↓

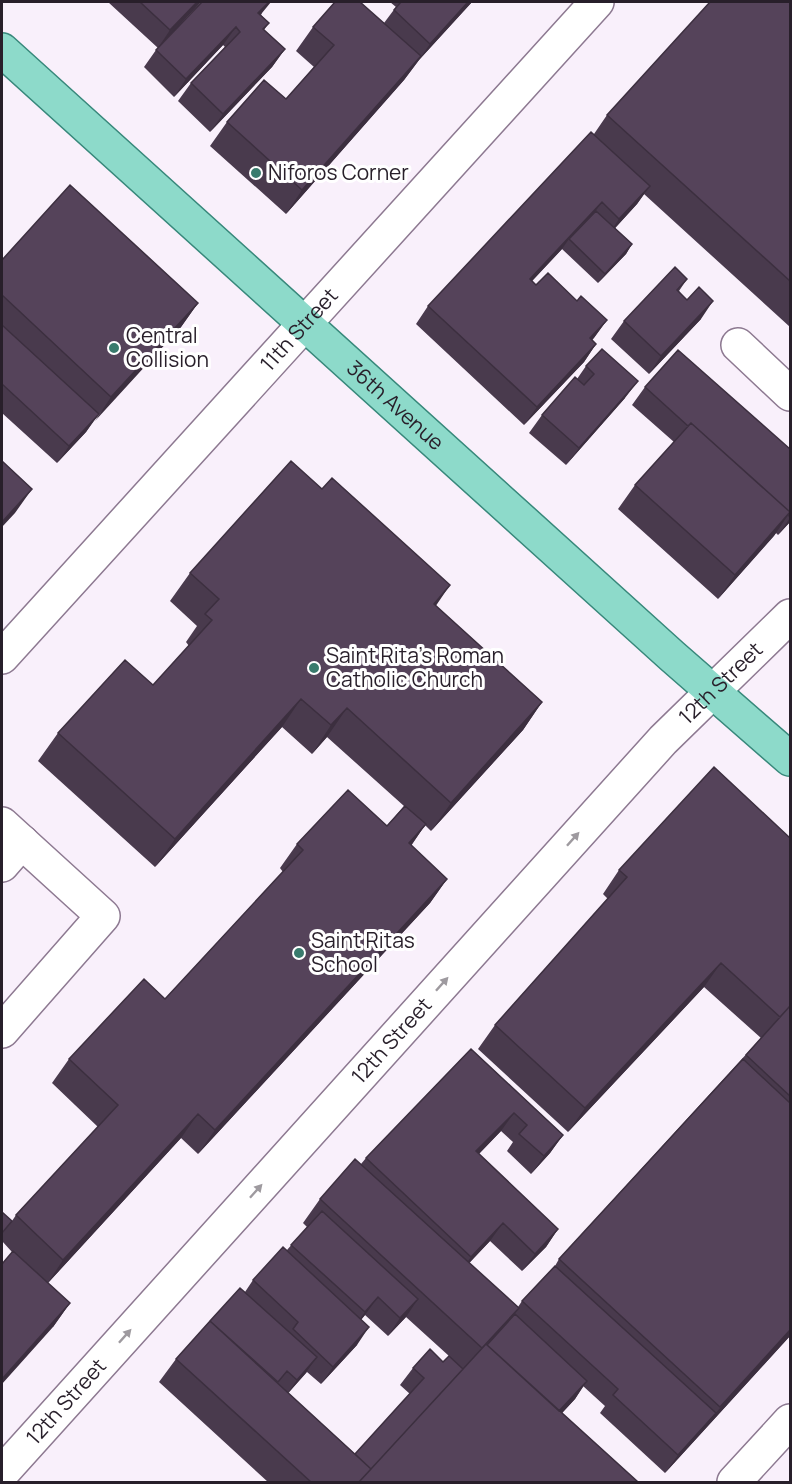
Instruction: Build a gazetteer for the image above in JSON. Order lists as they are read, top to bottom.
{
  "streets": {
    "main road": ["36th Avenue"],
    "street": ["11th Street", "12th Street"]
  },
  "crossings": [
    ["11th Street", "36th Avenue"],
    ["36th Avenue", "12th Street"]
  ],
  "one_way": ["12th Street"],
  "places": [
    "Niforos Corner",
    "Central Collision",
    "Saint Rita's Roman Catholic Church",
    "Saint Ritas School"
  ]
}
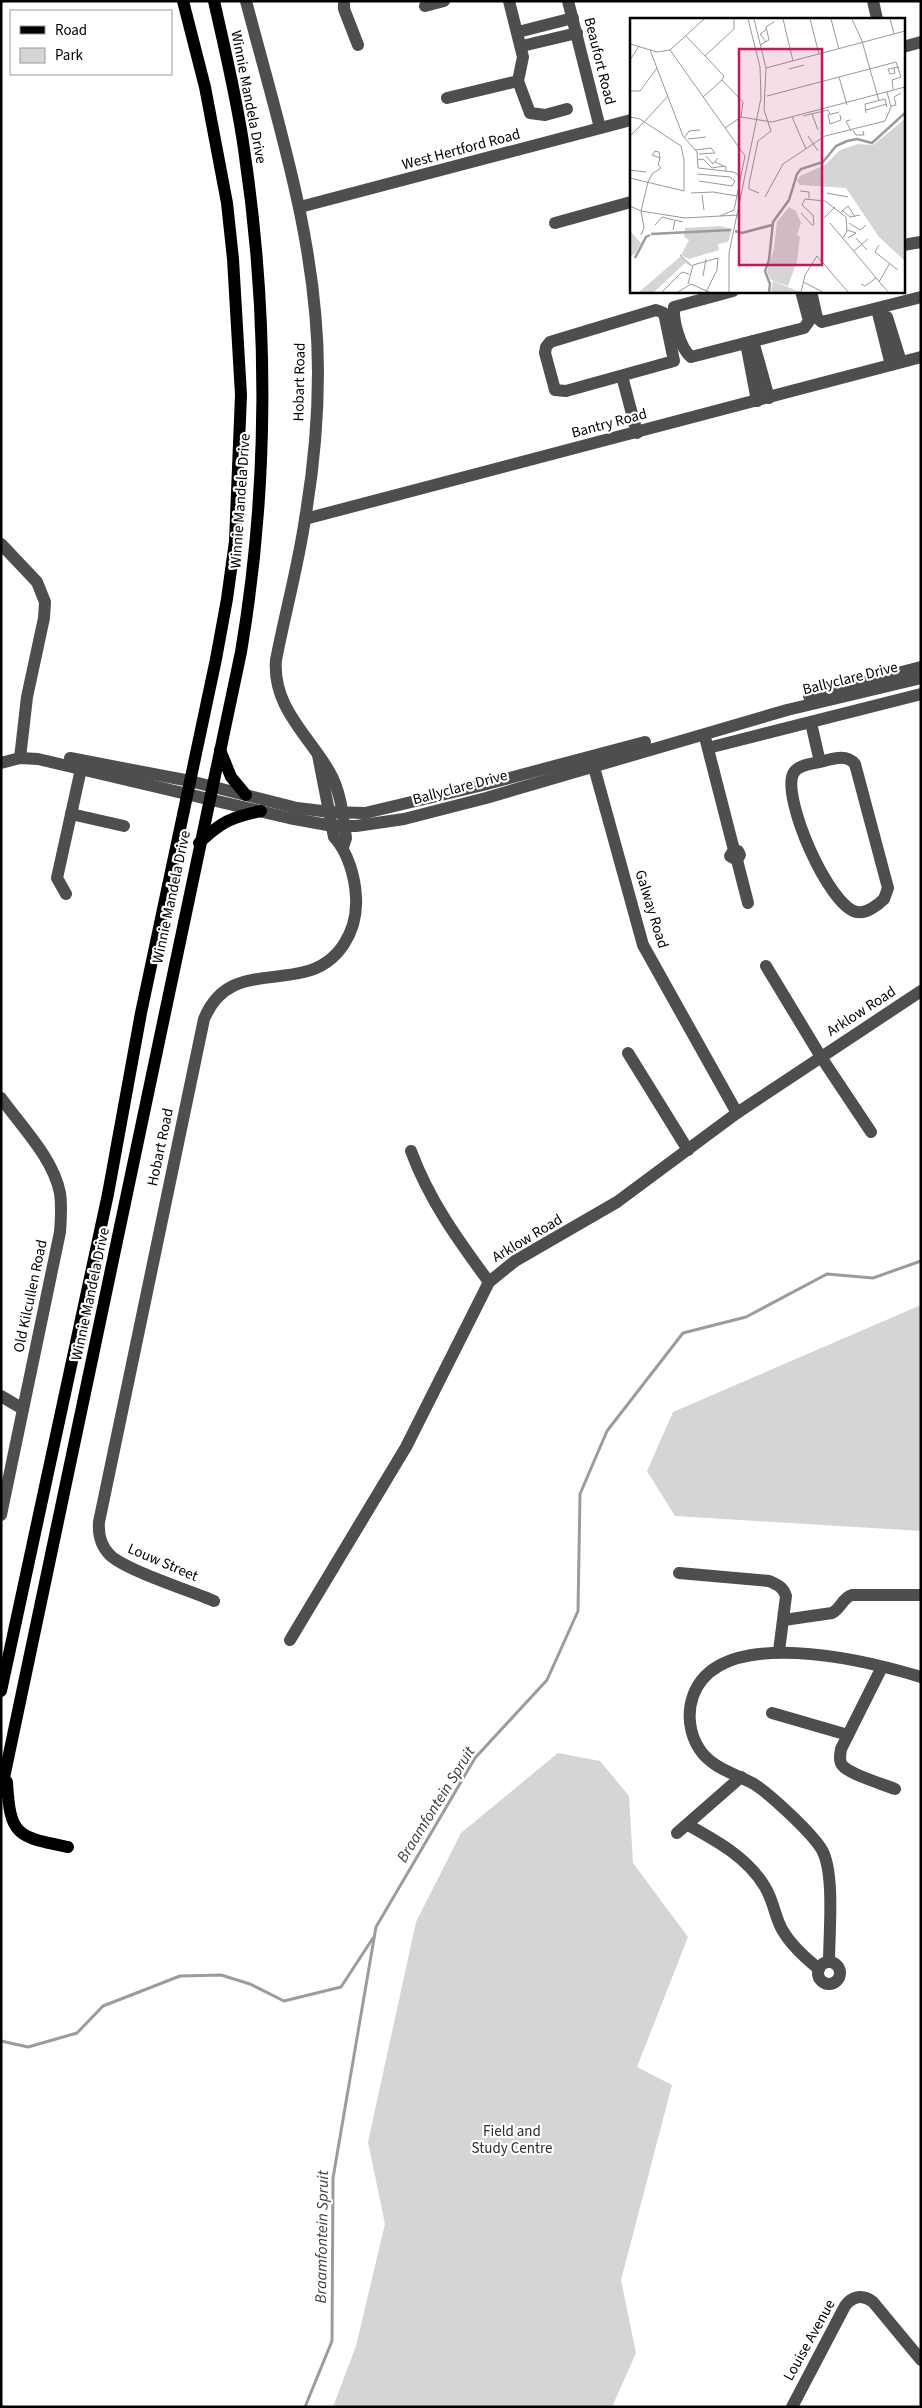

↑

From the first line to the last, copy the records above exactly and drop any pictures.

Instruction: Build a gazetteer for the image above in JSON. Order lists as they are read, top to bottom.
{
  "streets": {
    "main road": ["36th Avenue"],
    "street": ["11th Street", "12th Street"]
  },
  "crossings": [
    ["11th Street", "36th Avenue"],
    ["36th Avenue", "12th Street"]
  ],
  "one_way": ["12th Street"],
  "places": [
    "Niforos Corner",
    "Central Collision",
    "Saint Rita's Roman Catholic Church",
    "Saint Ritas School"
  ]
}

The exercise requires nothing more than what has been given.